This is compounded by the tighter lending restrictions as a result of the banking royal commission.
"Across NSW there's around 60,000 apartments being built and across Victoria it's closer to 50,000 right at the time when the market's in quite an entrenched downturn," he told news.com.au.
Lenders are now more likely to be seeking 20 per cent deposit from buyers, which Mr Lawless said may result in "finance shock" for those struggling to scrounge together an extra $10,000 or $20,000.
"And if the values have gone down, they may need to have to prop up their deposit in order to meet their lender's requirements," he said.
Investors are facing a double-edged sword with higher mortgage rates and weakening rental prices because of the apartment glut.
"If the buyer can't settle or doesn't want to settle, then obviously they'll lose their deposit and the developer may chose to hold the stock," Mr Lawless said.
He told news.com.au holding on to apartments and leasing themselves was a feasible alternative for large developers such as Meriton but not so for smaller groups unable to carry the costs.

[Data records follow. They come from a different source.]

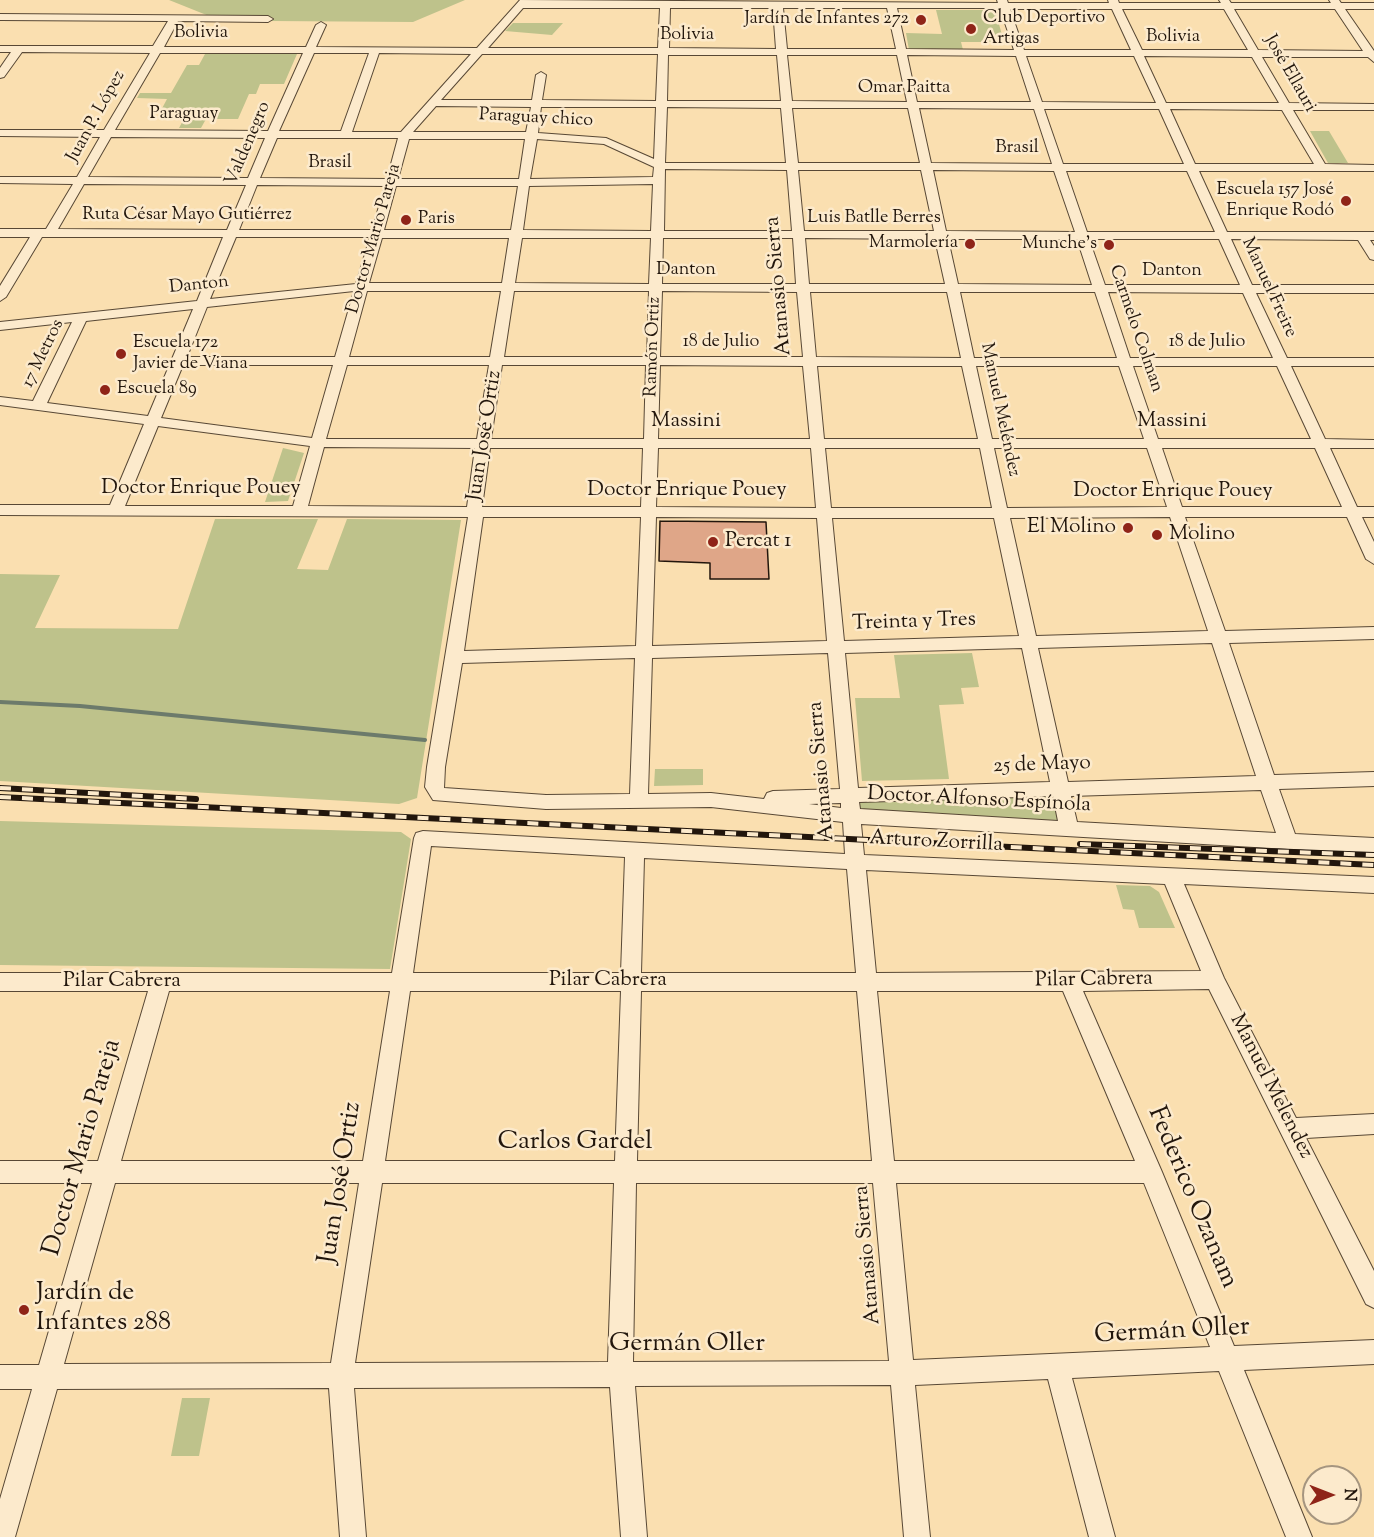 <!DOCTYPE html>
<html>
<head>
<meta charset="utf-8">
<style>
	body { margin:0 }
	#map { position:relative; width:1374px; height:1537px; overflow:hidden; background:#fadfb0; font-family:"Sorts Mill Goudy",serif }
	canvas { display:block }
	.north { position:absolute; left:1302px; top:1465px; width:60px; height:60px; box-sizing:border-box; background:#fceacc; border:2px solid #a5957f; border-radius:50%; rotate:90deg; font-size:16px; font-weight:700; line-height:24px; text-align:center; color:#22160c }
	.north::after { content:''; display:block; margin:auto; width:21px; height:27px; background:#8f2418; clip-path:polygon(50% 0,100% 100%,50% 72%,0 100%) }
</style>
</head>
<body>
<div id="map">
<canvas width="1374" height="1537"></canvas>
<div class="north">N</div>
</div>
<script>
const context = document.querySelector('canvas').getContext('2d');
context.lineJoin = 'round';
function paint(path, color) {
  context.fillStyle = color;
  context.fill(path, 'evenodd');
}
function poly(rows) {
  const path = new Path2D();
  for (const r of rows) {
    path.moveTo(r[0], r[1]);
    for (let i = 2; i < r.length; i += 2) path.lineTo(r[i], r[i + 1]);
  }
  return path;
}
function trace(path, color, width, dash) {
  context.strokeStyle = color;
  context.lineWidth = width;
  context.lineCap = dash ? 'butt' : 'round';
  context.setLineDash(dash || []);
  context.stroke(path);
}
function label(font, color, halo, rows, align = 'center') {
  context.font = font + ' "Sorts Mill Goudy",serif';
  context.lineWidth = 5;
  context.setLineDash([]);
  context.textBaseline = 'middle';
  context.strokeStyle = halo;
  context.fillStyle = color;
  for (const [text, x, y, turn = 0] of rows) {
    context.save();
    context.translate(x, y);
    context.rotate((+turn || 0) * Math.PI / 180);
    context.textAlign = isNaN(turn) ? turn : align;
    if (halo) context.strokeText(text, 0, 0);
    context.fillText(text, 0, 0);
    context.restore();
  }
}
paint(poly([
	[169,0,465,0,413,22,271,21,272,17,209,16],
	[936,10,995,10,1004,42,961,42,963,50,909,50,906,33,942,34],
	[513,23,563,23,552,35,505,31],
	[205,54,297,54,284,84,260,84,256,94,249,94,238,119,206,119,201,128,179,128,185,117,158,116,167,99,137,98,140,93,171,93,187,65,199,65],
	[1310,131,1329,131,1348,163,1328,163],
	[283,448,304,453,288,501,265,502],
	[215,519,318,519,297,569,328,570,347,519,461,520,417,798,399,804,0,781,0,574,60,575,35,628,178,629],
	[972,653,979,687,961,688,964,704,939,705,949,779,862,781,855,698,900,698,894,655],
	[655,769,703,769,703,785,654,786],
	[1049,794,1054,798,1059,819,1055,822,858,811,859,799],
	[0,821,401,832,411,839,390,969,0,965],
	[1116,885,1150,886,1159,892,1175,928,1139,928,1134,910,1123,909],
	[182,1398,210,1398,199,1456,171,1456]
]), '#bec28b');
trace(poly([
	[0,702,80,706,425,740]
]), '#6c7a6b', 4);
const building = poly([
	[660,521,766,522,769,579,710,579,710,563,659,561,660,521]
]);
paint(building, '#dfa688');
trace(building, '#22160c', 1.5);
const minor = poly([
	[520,0,998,3,997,0,1007,0,1008,3,1109,3,1108,0,1118,0,1119,3,1221,3,1219,0,1229,0,1231,3,1331,3,1329,0,1339,0,1341,3,1374,3,1374,9,1345,9,1374,51,1374,62,1368,57,1262,57,1289,103,1374,104,1374,110,1293,110,1325,164,1374,165,1374,171,1199,171,1227,232,1374,232,1374,240,1370,240,1374,246,1374,260,1370,259,1358,240,1231,239,1252,285,1374,285,1374,293,1256,293,1287,358,1374,358,1374,366,1291,366,1325,439,1374,440,1374,448,1330,448,1357,507,1374,507,1374,517,1362,517,1374,542,1374,564,1366,559,1347,517,1185,517,1225,631,1374,627,1374,639,1229,643,1274,775,1374,772,1374,786,1279,789,1295,834,1374,838,1374,854,861,824,864,855,1374,877,1374,893,1184,884,1224,978,1296,1118,1374,1114,1374,1134,1306,1138,1374,1271,1374,1308,1366,1304,1209,989,1083,991,1162,1172,1234,1346,1374,1340,1374,1364,1244,1370,1312,1537,1286,1537,1219,1371,1072,1378,1115,1537,1089,1537,1048,1379,915,1385,930,1537,904,1537,891,1385,635,1386,647,1537,621,1537,610,1387,354,1388,366,1537,340,1537,329,1388,57,1389,15,1537,0,1537,0,1499,32,1389,0,1389,0,1365,39,1365,92,1183,0,1183,0,1161,98,1161,148,991,0,991,0,973,392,973,414,838,416,833,423,831,845,854,843,822,711,807,546,809,433,800,425,787,427,767,468,517,0,515,0,505,110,505,144,424,0,405,0,397,33,401,72,322,0,330,0,322,197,301,223,237,42,237,6,297,0,301,0,286,30,237,0,237,0,229,46,229,73,184,0,183,0,177,77,177,100,137,0,136,0,130,104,130,150,53,22,52,4,77,0,78,0,68,11,52,0,52,0,46,153,46,168,21,0,20,0,14,268,16,273,19,268,22,178,21,164,47,306,47,316,25,321,22,326,25,316,47,477,48,520,0],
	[523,8,660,8,658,48,488,48,523,8],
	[670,8,773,8,776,49,669,48,670,8],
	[783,8,887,8,896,49,787,49,783,8],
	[897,8,1000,8,1014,50,906,49,897,8],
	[1010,9,1112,9,1131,50,1024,50,1010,9],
	[1122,9,1224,9,1248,50,1142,50,1122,9],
	[1234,9,1335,9,1363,51,1258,50,1234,9],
	[160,53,303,53,268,131,115,130,160,53],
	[314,53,369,53,341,131,279,131,314,53],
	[379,53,471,54,401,132,352,132,379,53],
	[482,54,658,54,656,101,542,100,546,75,541,72,536,75,532,100,441,100,482,54],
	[668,55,777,55,781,101,667,101,668,55],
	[787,55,897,55,907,102,792,101,787,55],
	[907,55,1016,56,1031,102,917,102,907,55],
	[1026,56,1134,56,1156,103,1042,102,1026,56],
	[1144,56,1252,57,1279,103,1166,103,1144,56],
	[436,106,531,107,526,132,413,132,436,106],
	[541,107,656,107,654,159,606,138,538,133,541,107],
	[667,107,781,108,786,163,665,163,667,107],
	[792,108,908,108,920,163,798,163,792,108],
	[919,108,1034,109,1052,164,931,163,919,108],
	[1044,109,1159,109,1184,164,1063,164,1044,109],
	[1170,109,1282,110,1314,164,1195,164,1170,109],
	[111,137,265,138,248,178,88,177,111,137],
	[277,138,398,138,387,179,260,178,277,138],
	[409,139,525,139,519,179,398,179,409,139],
	[537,139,604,144,654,167,653,177,530,179,537,139],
	[665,169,787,170,792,231,664,231,665,169],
	[798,170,921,170,934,231,804,231,798,170],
	[933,170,1054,171,1075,232,946,231,933,170],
	[1066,171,1187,171,1215,232,1087,232,1066,171],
	[84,184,246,185,227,230,58,229,84,184],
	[653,184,651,231,523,230,529,186,653,184],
	[257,185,385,186,372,230,239,230,257,185],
	[396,186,518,186,511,230,384,230,396,186],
	[236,237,370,237,356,284,210,299,236,237],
	[382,238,509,238,502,283,369,283,382,238],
	[522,238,651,238,649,284,515,283,522,238],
	[663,238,793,238,796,284,662,284,663,238],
	[805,238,935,239,945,284,809,284,805,238],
	[948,239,1077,239,1092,285,958,284,948,239],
	[1089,239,1219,239,1240,285,1105,285,1089,239],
	[354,291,335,357,187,357,207,307,354,291],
	[367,291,501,291,490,357,349,357,367,291],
	[514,291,649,291,647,357,504,357,514,291],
	[662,291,797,292,803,357,660,357,662,291],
	[810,292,947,292,961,358,816,357,810,292],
	[960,292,1095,292,1117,358,974,358,960,292],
	[1108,292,1243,293,1273,358,1130,358,1108,292],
	[193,309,148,416,47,403,86,321,193,309],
	[183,365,333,365,312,438,161,418,183,365],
	[347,365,489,365,477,439,326,439,347,365],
	[502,365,646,365,644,439,491,439,502,365],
	[660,365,803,366,810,439,658,439,660,365],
	[817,366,962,366,978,439,824,439,817,366],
	[976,366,1119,366,1144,439,992,439,976,366],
	[1133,366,1277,366,1311,439,1158,439,1133,366],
	[158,426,310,446,293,506,125,506,158,426],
	[324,447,475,448,467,507,308,506,324,447],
	[490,448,643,448,641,507,482,507,490,448],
	[658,448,811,448,816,508,656,507,658,448],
	[825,448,980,448,992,508,831,508,825,448],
	[994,448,1147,448,1167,507,1007,508,994,448],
	[1162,448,1315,448,1342,507,1182,507,1162,448],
	[483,517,641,517,636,646,464,651,483,517],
	[656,517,817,518,827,641,652,646,656,517],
	[1170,517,1208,631,1036,636,1010,518,1170,517],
	[832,518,994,518,1019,636,844,641,832,518],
	[1212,643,1256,776,1068,782,1038,648,1212,643],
	[1022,648,1050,782,858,788,845,653,1022,648],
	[828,653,840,789,773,791,767,793,764,799,711,793,648,794,652,658,828,653],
	[635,658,630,794,546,795,444,788,445,767,462,663,635,658],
	[1261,790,1276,833,1077,822,1071,796,1261,790],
	[1053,796,1058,821,860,809,859,802,1053,796],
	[841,803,841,808,809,804,841,803],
	[431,846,625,857,621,973,413,973,431,846],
	[644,858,847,869,856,973,641,973,644,858],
	[866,870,1165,884,1201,971,876,973,866,870],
	[169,991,390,991,363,1161,121,1161,169,991],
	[410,991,621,991,615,1161,385,1161,410,991],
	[641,991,857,991,872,1161,637,1161,641,991],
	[877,991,1063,991,1135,1161,894,1161,877,991],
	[115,1183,359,1183,331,1363,64,1364,115,1183],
	[382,1183,614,1183,608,1362,355,1363,382,1183],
	[636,1183,873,1183,889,1361,633,1362,636,1183],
	[896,1183,1144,1183,1210,1347,913,1360,896,1183]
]);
trace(minor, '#584835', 2);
paint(minor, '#fceacc');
const rail = poly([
	[0,788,196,799],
	[0,797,1374,865],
	[1080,844,1374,855]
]);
trace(rail, '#22160c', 6);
trace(rail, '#fceacc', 4, [11]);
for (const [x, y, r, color] of [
	[921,20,6,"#8f2418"],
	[971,29,6,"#8f2418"],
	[1346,201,6,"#8f2418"],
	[406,220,6,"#8f2418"],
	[970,244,6,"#8f2418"],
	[1109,245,6,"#8f2418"],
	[121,354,6,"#8f2418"],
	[105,390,6,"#8f2418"],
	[1128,528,6,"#8f2418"],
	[1157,535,6,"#8f2418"],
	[713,542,6,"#8f2418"],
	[24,1310,6,"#8f2418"]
]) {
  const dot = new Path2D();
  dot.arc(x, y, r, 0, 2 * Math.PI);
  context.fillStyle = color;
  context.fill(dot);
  trace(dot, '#fceacc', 2);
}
label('18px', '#22160c', '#fceacc', [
	["Club Deportivo",983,19],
	["Artigas",983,40],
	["Jardín de Infantes 272",909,20,"right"],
	["Escuela 157 José",1334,191,"right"],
	["Enrique Rodó",1334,212,"right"],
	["Paris",418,220],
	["Marmolería",958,244,"right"],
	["Munche's",1097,245,"right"],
	["Escuela 172",133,344],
	["Javier de Viana",133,365],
	["Escuela 89",117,390]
], 'left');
label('18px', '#22160c', '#fceacc', [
	["Bolivia",201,34],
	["Bolivia",687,36],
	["Bolivia",1173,38],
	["José Ellauri",1289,74,60],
	["Omar Paitta",904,89],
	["Paraguay",184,115],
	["Juan P. López",97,117,-61],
	["Paraguay chico",536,119,3],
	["Valdenegro",249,144,-67],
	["Brasil",1017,149],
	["Brasil",330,164],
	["Ruta César Mayo Gutiérrez",187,216],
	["Luis Batlle Berres",874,219],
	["Doctor Mario Pareja",375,239,-74],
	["Danton",686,271],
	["Danton",1172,272],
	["Danton",199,286,-6],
	["Manuel Freire",1268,288,65],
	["Carmelo Colman",1135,329,71],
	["18 de Julio",721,343],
	["18 de Julio",1207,343],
	["Ramón Ortiz",654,347,-88],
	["17 Metros",44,354,-64],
	["Manuel Meléndez",999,410,78]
]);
label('21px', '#22160c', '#fceacc', [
	["Atanasio Sierra",780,286,-95],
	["Massini",686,422],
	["Massini",1172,422],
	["Juan José Ortiz",486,436,-81],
	["Doctor Enrique Pouey",201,489],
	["Doctor Enrique Pouey",687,491],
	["Doctor Enrique Pouey",1173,492],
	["Treinta y Tres",914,623,-2],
	["25 de Mayo",1042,766,-2],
	["Atanasio Sierra",823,771,-95],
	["Doctor Alfonso Espínola",979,801,3],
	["Arturo Zorrilla",936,843,3],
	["Pilar Cabrera",608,981],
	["Pilar Cabrera",1094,981,-1],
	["Pilar Cabrera",122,982],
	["Manuel Melendez",1270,1087,63],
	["Atanasio Sierra",869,1255,-95]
]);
label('21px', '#22160c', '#fceacc', [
	["El Molino",1116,528,"right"],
	["Molino",1169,535],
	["Percat 1",725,542]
], 'left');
label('26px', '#22160c', '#fceacc', [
	["Carlos Gardel",575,1144],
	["Doctor Mario Pareja",84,1148,-74],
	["Juan José Ortiz",342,1183,-81],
	["Federico Ozanam",1191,1198,67],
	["Germán Oller",1172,1333,-3],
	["Germán Oller",687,1346]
]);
label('26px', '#22160c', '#fceacc', [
	["Jardín de",36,1295],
	["Infantes 288",36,1325]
], 'left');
</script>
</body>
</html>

Co-founder of development company The Stable Group Ed Horton told The Australian his group won't be dropping prices or advertising the remaining apartments still for sale in its 98-apartment The Burcham project in Sydney's inner Rosebery.
He said the apartment oversupply will be "short-lived" as the decline in construction approvals catches up to the market.
"Talk to any valuer with their finger on the pulse and they will tell you the numbers are nowhere near the projections," Mr Horton told The Australian.
"I've never seen so many no-starts."
He said The Stable Group intends to buy sites later in the year as prices fall but insists the issue of oversupply is varied in different areas across Sydney.
"You would be barking mad to do a project where there are a lot of cranes in the sky," Mr Horton said.